As of June, 2023, we were down to two investments on the PeerStreet platform, each a loan of $1,000, as all the others had paid back. One was a loan for a small commercial property in Houston, TX--one of our earliest, from 2018. The other was for a small building in Philadelphia, PA. Both are "REO," meaning that they stopped paying and the company (PeerStreet) took them back from the borrower and have been trying to sell the two properties (without success at any price). On one of them, they sent us a bit of money back: $250 from the bank that was holding back funds for construction that were never used.

That leaves us with two loans outstanding on the PeerStreet platform with a cost-basis to us of $1,747.78. We assume that money is gone forever. We presumably will get a claim in the bankruptcy proceedings. PeerStreet's bankruptcy executors should get something for their loan portfolio from a new buyer. Depending where we fall in line in the bankruptcy "line at the window" to get proceeds, we might or might not get a bit of that back.
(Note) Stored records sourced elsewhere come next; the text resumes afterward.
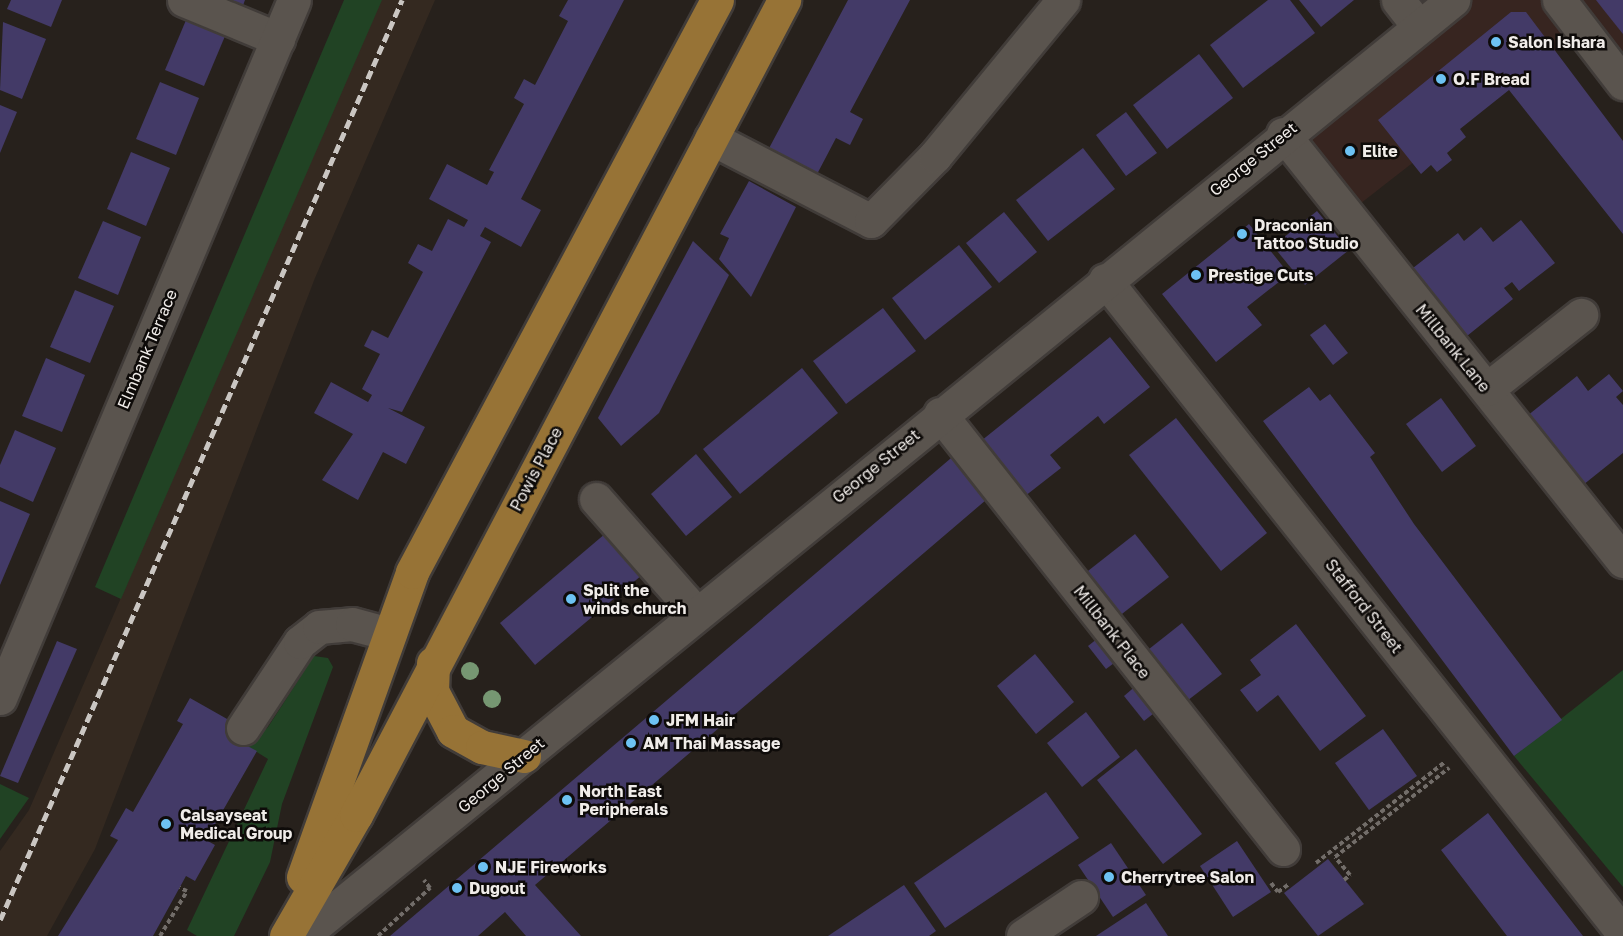 <!DOCTYPE html>
<style>
body{margin:0}
#map{position:relative;width:1623px;height:936px;overflow:hidden;background:#27211c;font-family:"Golos Text",sans-serif}
div>[style]{position:absolute}
.commercial>*{inset:0;background:#372520}
.built>*{inset:0;background:#342920}
.green>*{inset:0;background:#214324}
.building>*{inset:0;background:#433a67}
.path>*{height:4px;margin-top:-2px;transform-origin:0;background:repeating-linear-gradient(90deg,#726d69 0 4.5px,transparent 0 7.5px)}
.roads{filter:drop-shadow(2px 0 #413c39) drop-shadow(-2px 0 #413c39) drop-shadow(0 2px #413c39) drop-shadow(0 -2px #413c39)}
.minor>*{height:33px;margin:-16.5px;padding:0 16.5px;transform-origin:16.5px;border-radius:16.5px;background:#5a544e}
.major>*{height:33px;margin:-16.5px;padding:0 16.5px;transform-origin:16.5px;border-radius:16.5px;background:#977336}
.rail>*{height:4.5px;margin-top:-2.25px;transform-origin:0;background:repeating-linear-gradient(90deg,#cac6c2 0 9px,transparent 0 13.5px)}
.trees>*{width:18px;height:18px;margin:-9px;border-radius:50%;background:#769772}
.dots>*{width:16px;height:16px;translate:-50% -50%;box-sizing:border-box;border:3px solid #0e0b09;border-radius:50%}
span{translate:-50% -50%;white-space:nowrap;text-align:center;line-height:1.15;-webkit-text-stroke:5px #0e0b09;paint-order:stroke}
.poi-label{font-size:16px;color:#f0ece9;font-weight:700}
.left{translate:0 -50%;text-align:left}
.street-label{font-size:16px;color:#f0ece9}
</style>
<div id="map">
<div class="commercial">
<i style="clip-path:polygon(1398px 0,1623px 0,1623px 83px,1582px 31px,1347px 214px,1283px 134px,1419px 27px)"></i>
</div>
<div class="built">
<i style="clip-path:polygon(380px 0,435px 0,315px 278px,95px 849px,47px 936px,0 936px,0 851px,29px 810px)"></i>
</div>
<div class="green">
<i style="clip-path:polygon(344px 0,382px 0,121px 599px,95px 587px)"></i>
<i style="clip-path:polygon(314px 656px,328px 658px,333px 667px,282px 804px,270px 862px,234px 936px,197px 936px,187px 930px,268px 759px,247px 746px,268px 727px)"></i>
<i style="clip-path:polygon(1623px 670px,1623px 887px,1514px 756px)"></i>
<i style="clip-path:polygon(0 784px,29px 798px,0 839px)"></i>
</div>
<div class="building">
<i style="clip-path:polygon(11px 0,62px 0,51px 27px,7px 9px)"></i>
<i style="clip-path:polygon(215px 0,245px 0,241px 11px)"></i>
<i style="clip-path:polygon(568px 0,624px 0,521px 199px,541px 210px,521px 247px,485px 227px,480px 236px,491px 242px,402px 412px,388px 408px,425px 427px,406px 464px,383px 452px,358px 500px,322px 480px,353px 434px,314px 413px,331px 382px,368px 402px,372px 395px,362px 389px,380px 354px,364px 346px,372px 330px,388px 338px,423px 272px,408px 263px,418px 244px,432px 251px,448px 219px,464px 227px,468px 220px,429px 199px,447px 164px,487px 185px,494px 172px,489px 170px,524px 104px,514px 98px,524px 79px,535px 85px,568px 21px,559px 16px)"></i>
<i style="clip-path:polygon(848px 0,910px 0,850px 112px,863px 119px,850px 145px,836px 138px,815px 178px,767px 152px)"></i>
<i style="clip-path:polygon(1268px 0,1290px 0,1315px 33px,1243px 88px,1210px 45px)"></i>
<i style="clip-path:polygon(1299px 0,1354px 0,1321px 27px)"></i>
<i style="clip-path:polygon(1596px 0,1623px 0,1623px 34px,1603px 9px)"></i>
<i style="clip-path:polygon(1511px 12px,1526px 12px,1623px 141px,1623px 234px,1509px 90px,1460px 129px,1466px 137px,1447px 153px,1452px 160px,1437px 172px,1431px 165px,1421px 174px,1378px 120px)"></i>
<i style="clip-path:polygon(189px 13px,228px 29px,204px 86px,165px 70px)"></i>
<i style="clip-path:polygon(3px 22px,46px 39px,22px 99px,0 90px)"></i>
<i style="clip-path:polygon(1199px 54px,1233px 98px,1167px 149px,1133px 105px)"></i>
<i style="clip-path:polygon(160px 82px,199px 98px,176px 155px,136px 139px)"></i>
<i style="clip-path:polygon(0 105px,17px 112px,0 153px)"></i>
<i style="clip-path:polygon(1126px 112px,1157px 153px,1126px 176px,1096px 135px)"></i>
<i style="clip-path:polygon(1083px 148px,1115px 189px,1048px 241px,1016px 200px)"></i>
<i style="clip-path:polygon(131px 152px,170px 168px,146px 226px,107px 209px)"></i>
<i style="clip-path:polygon(749px 181px,796px 207px,751px 297px,719px 259px,729px 238px,720px 234px)"></i>
<i style="clip-path:polygon(1317px 211px,1349px 250px,1305px 285px,1273px 246px)"></i>
<i style="clip-path:polygon(1004px 212px,1037px 252px,999px 283px,966px 243px)"></i>
<i style="clip-path:polygon(1521px 220px,1555px 263px,1519px 291px,1512px 282px,1504px 288px,1513px 299px,1467px 336px,1413px 268px,1458px 233px,1464px 241px,1481px 227px,1493px 242px)"></i>
<i style="clip-path:polygon(103px 221px,141px 237px,118px 295px,78px 278px)"></i>
<i style="clip-path:polygon(1249px 224px,1289px 274px,1247px 307px,1262px 325px,1216px 362px,1162px 294px)"></i>
<i style="clip-path:polygon(693px 241px,729px 275px,659px 413px,621px 446px,598px 418px)"></i>
<i style="clip-path:polygon(959px 245px,992px 287px,925px 340px,892px 298px)"></i>
<i style="clip-path:polygon(75px 290px,114px 306px,90px 363px,50px 347px)"></i>
<i style="clip-path:polygon(883px 308px,916px 351px,846px 404px,813px 361px)"></i>
<i style="clip-path:polygon(1325px 324px,1348px 353px,1333px 365px,1310px 335px)"></i>
<i style="clip-path:polygon(1110px 337px,1150px 387px,1104px 424px,1098px 416px,1050px 455px,1061px 468px,1020px 500px,976px 445px)"></i>
<i style="clip-path:polygon(46px 358px,85px 375px,62px 432px,22px 416px)"></i>
<i style="clip-path:polygon(802px 368px,838px 413px,740px 494px,703px 449px)"></i>
<i style="clip-path:polygon(1609px 374px,1623px 391px,1616px 397px,1623px 405px,1623px 453px,1583px 485px,1527px 416px,1577px 376px,1588px 391px)"></i>
<i style="clip-path:polygon(1309px 387px,1320px 401px,1330px 394px,1375px 453px,1370px 457px,1414px 524px,1562px 720px,1514px 756px,1263px 421px)"></i>
<i style="clip-path:polygon(1441px 398px,1476px 446px,1442px 472px,1406px 424px)"></i>
<i style="clip-path:polygon(1176px 418px,1267px 533px,1221px 571px,1129px 455px)"></i>
<i style="clip-path:polygon(15px 430px,56px 448px,33px 502px,0 487px,0 465px)"></i>
<i style="clip-path:polygon(957px 453px,993px 494px,535px 885px,581px 936px,526px 936px,505px 912px,478px 936px,390px 936px)"></i>
<i style="clip-path:polygon(696px 454px,732px 497px,686px 536px,651px 494px)"></i>
<i style="clip-path:polygon(0 501px,30px 514px,0 585px)"></i>
<i style="clip-path:polygon(606px 533px,642px 575px,535px 665px,500px 623px)"></i>
<i style="clip-path:polygon(1135px 534px,1169px 577px,1113px 621px,1079px 578px)"></i>
<i style="clip-path:polygon(1182px 623px,1222px 674px,1183px 704px,1144px 653px)"></i>
<i style="clip-path:polygon(1296px 624px,1366px 716px,1320px 751px,1278px 695px,1257px 712px,1240px 690px,1261px 675px,1250px 660px)"></i>
<i style="clip-path:polygon(1102px 635px,1121px 658px,1106px 669px,1088px 646px)"></i>
<i style="clip-path:polygon(57px 641px,77px 649px,18px 783px,0 776px)"></i>
<i style="clip-path:polygon(1035px 654px,1074px 702px,1036px 734px,997px 686px)"></i>
<i style="clip-path:polygon(1138px 684px,1158px 710px,1144px 721px,1124px 696px)"></i>
<i style="clip-path:polygon(190px 698px,243px 728px,236px 740px,257px 751px,206px 840px,215px 845px,195px 881px,186px 876px,153px 936px,58px 936px,118px 840px,110px 836px,126px 808px,133px 812px,183px 724px,177px 721px)"></i>
<i style="clip-path:polygon(1086px 712px,1120px 757px,1082px 787px,1047px 743px)"></i>
<i style="clip-path:polygon(1383px 729px,1417px 776px,1369px 810px,1335px 763px)"></i>
<i style="clip-path:polygon(1136px 749px,1202px 834px,1163px 864px,1097px 780px)"></i>
<i style="clip-path:polygon(1046px 792px,1079px 838px,945px 928px,914px 883px)"></i>
<i style="clip-path:polygon(1488px 813px,1523px 859px,1583px 936px,1507px 936px,1441px 850px)"></i>
<i style="clip-path:polygon(1237px 841px,1271px 892px,1233px 917px,1200px 866px)"></i>
<i style="clip-path:polygon(1111px 843px,1146px 895px,1113px 917px,1078px 865px)"></i>
<i style="clip-path:polygon(1328px 859px,1364px 904px,1318px 936px,1284px 893px)"></i>
<i style="clip-path:polygon(904px 885px,936px 931px,929px 936px,828px 936px)"></i>
<i style="clip-path:polygon(1146px 903px,1168px 936px,1096px 936px)"></i>
</div>
<div class="path">
<i style="left:1316px;top:863px;width:164px;rotate:-38.1deg"></i>
<i style="left:1344px;top:880px;width:8px;rotate:-40deg"></i>
<i style="left:1350px;top:875px;width:23px;rotate:-130deg"></i>
<i style="left:1335px;top:857px;width:145px;rotate:-38deg"></i>
<i style="left:1271px;top:883px;width:11px;rotate:52deg"></i>
<i style="left:1278px;top:892px;width:14px;rotate:-36deg"></i>
<i style="left:160px;top:936px;width:52px;rotate:-59deg"></i>
<i style="left:187px;top:891px;width:8px;rotate:-157deg"></i>
<i style="left:378px;top:936px;width:71px;rotate:-42.7deg"></i>
<i style="left:430px;top:888px;width:10px;rotate:-127deg"></i>
</div>
<div class="roads">
<div class="minor">
<i style="left:184px;top:0;width:102px;rotate:22.5deg"></i>
<i style="left:1398px;top:0;width:34px;rotate:52deg"></i>
<i style="left:1559px;top:0;width:105px;rotate:52.4deg"></i>
<i style="left:1283px;top:134px;width:546px;rotate:51.47deg"></i>
<i style="left:711px;top:138px;width:180px;rotate:27.4deg"></i>
<i style="left:871px;top:221px;width:91px;rotate:-45.4deg"></i>
<i style="left:935px;top:156px;width:202px;rotate:-50.6deg"></i>
<i style="left:1105px;top:280px;width:834px;rotate:51.58deg"></i>
<i style="left:1487px;top:389px;width:120px;rotate:-38.2deg"></i>
<i style="left:940px;top:414px;width:554px;rotate:51.74deg"></i>
<i style="left:596px;top:499px;width:153px;rotate:48.7deg"></i>
<i style="left:0;top:698px;width:757px;rotate:-67.16deg"></i>
<i style="left:243px;top:728px;width:103px;rotate:-56.5deg"></i>
<i style="left:300px;top:642px;width:24px;rotate:-38deg"></i>
<i style="left:319px;top:627px;width:33px;rotate:-5deg"></i>
<i style="left:352px;top:624px;width:39px;rotate:15deg"></i>
<i style="left:302px;top:936px;width:1484px;rotate:-39.12deg"></i>
<i style="left:1023px;top:936px;width:70px;rotate:-33.9deg"></i>
</div>
<div class="major">
<i style="left:433px;top:663px;width:28px;rotate:92deg"></i>
<i style="left:432px;top:691px;width:45px;rotate:62.3deg"></i>
<i style="left:453px;top:731px;width:33px;rotate:29deg"></i>
<i style="left:482px;top:747px;width:43px;rotate:12.1deg"></i>
<i style="left:303px;top:877px;width:324px;rotate:-70.3deg"></i>
<i style="left:412px;top:572px;width:648px;rotate:-61.93deg"></i>
<i style="left:286px;top:936px;width:140px;rotate:-60deg"></i>
<i style="left:356px;top:815px;width:921px;rotate:-62.29deg"></i>
</div>
</div>
<div class="rail">
<i style="left:0;top:920px;width:1004px;rotate:-66.4deg"></i>
</div>
<div class="trees">
<i style="left:470px;top:671px"></i>
<i style="left:492px;top:699px"></i>
</div>
<div class="dots">
<i style="left:1496px;top:42px;background:#6dc2f3"></i>
<i style="left:1441px;top:79px;background:#6dc2f3"></i>
<i style="left:1350px;top:151px;background:#6dc2f3"></i>
<i style="left:1242px;top:234px;background:#6dc2f3"></i>
<i style="left:1196px;top:275px;background:#6dc2f3"></i>
<i style="left:571px;top:599px;background:#6dc2f3"></i>
<i style="left:654px;top:720px;background:#6dc2f3"></i>
<i style="left:631px;top:743px;background:#6dc2f3"></i>
<i style="left:567px;top:800px;background:#6dc2f3"></i>
<i style="left:166px;top:824px;background:#6dc2f3"></i>
<i style="left:483px;top:867px;background:#6dc2f3"></i>
<i style="left:1109px;top:877px;background:#6dc2f3"></i>
<i style="left:457px;top:888px;background:#6dc2f3"></i>
</div>
<div class="poi-label">
<span class="left" style="left:1508px;top:42px">Salon Ishara</span>
<span class="left" style="left:1453px;top:79px">O.F Bread</span>
<span class="left" style="left:1362px;top:151px">Elite</span>
<span class="left" style="left:1254px;top:234px">Draconian<br>Tattoo Studio</span>
<span class="left" style="left:1208px;top:275px">Prestige Cuts</span>
<span class="left" style="left:583px;top:599px">Split the<br>winds church</span>
<span class="left" style="left:666px;top:720px">JFM Hair</span>
<span class="left" style="left:643px;top:743px">AM Thai Massage</span>
<span class="left" style="left:579px;top:800px">North East<br>Peripherals</span>
<span class="left" style="left:180px;top:824px">Calsayseat<br>Medical Group</span>
<span class="left" style="left:495px;top:867px">NJE Fireworks</span>
<span class="left" style="left:1121px;top:877px">Cherrytree Salon</span>
<span class="left" style="left:469px;top:888px">Dugout</span>
</div>
<div class="street-label">
<span style="left:1253px;top:159px;rotate:-39deg">George Street</span>
<span style="left:1453px;top:348px;rotate:51deg">Millbank Lane</span>
<span style="left:147px;top:349px;rotate:-67deg">Elmbank Terrace</span>
<span style="left:876px;top:466px;rotate:-39deg">George Street</span>
<span style="left:536px;top:469px;rotate:-62deg">Powis Place</span>
<span style="left:1364px;top:606px;rotate:52deg">Stafford Street</span>
<span style="left:1112px;top:632px;rotate:52deg">Millbank Place</span>
<span style="left:501px;top:775px;rotate:-40deg">George Street</span>
</div>
</div>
Are we holding our breath? Not at all. In our mental accounting, we consider that $1,747.78 a total write-off--a cost of our private real estate investing eduction. Not a crisis; a "learning opportunity."

Some takeaways:

  • It is indeed possible to lose money investing in real estate. Never listen to anyone who says real estate "always goes up and to the right." It is simply not true.
  • Investing involves risk--even when your investment appears to be backed by a real and valuable asset such as a commercial building. You get larger rewards than keeping money in your mattress or saving account and you stand to lose the principal as a result. Either invest or don't but don't be fooled about what you are getting into. For us, that means not putting at risk any money we need for any purpose any time soon.
  • Beware investing in a start-up's offerings. We probably will never invest in something as new or new-fangled as PeerStreet again. That does not mean "no crowdfunding" necessarily: we have had a great experience so far with Fundrise and will continue to add to that position.
  • Take the longer view and perhaps things don't look so bad. Yes, we are likely to lost about $1,750. But we also made about $2,000 on the platform in the prior several years. We haven't kept up with inflation, that's for sure, but if you squint, you could say we "didn't really lose money" and "made $250" on the trade over a 5 year period. Sort of.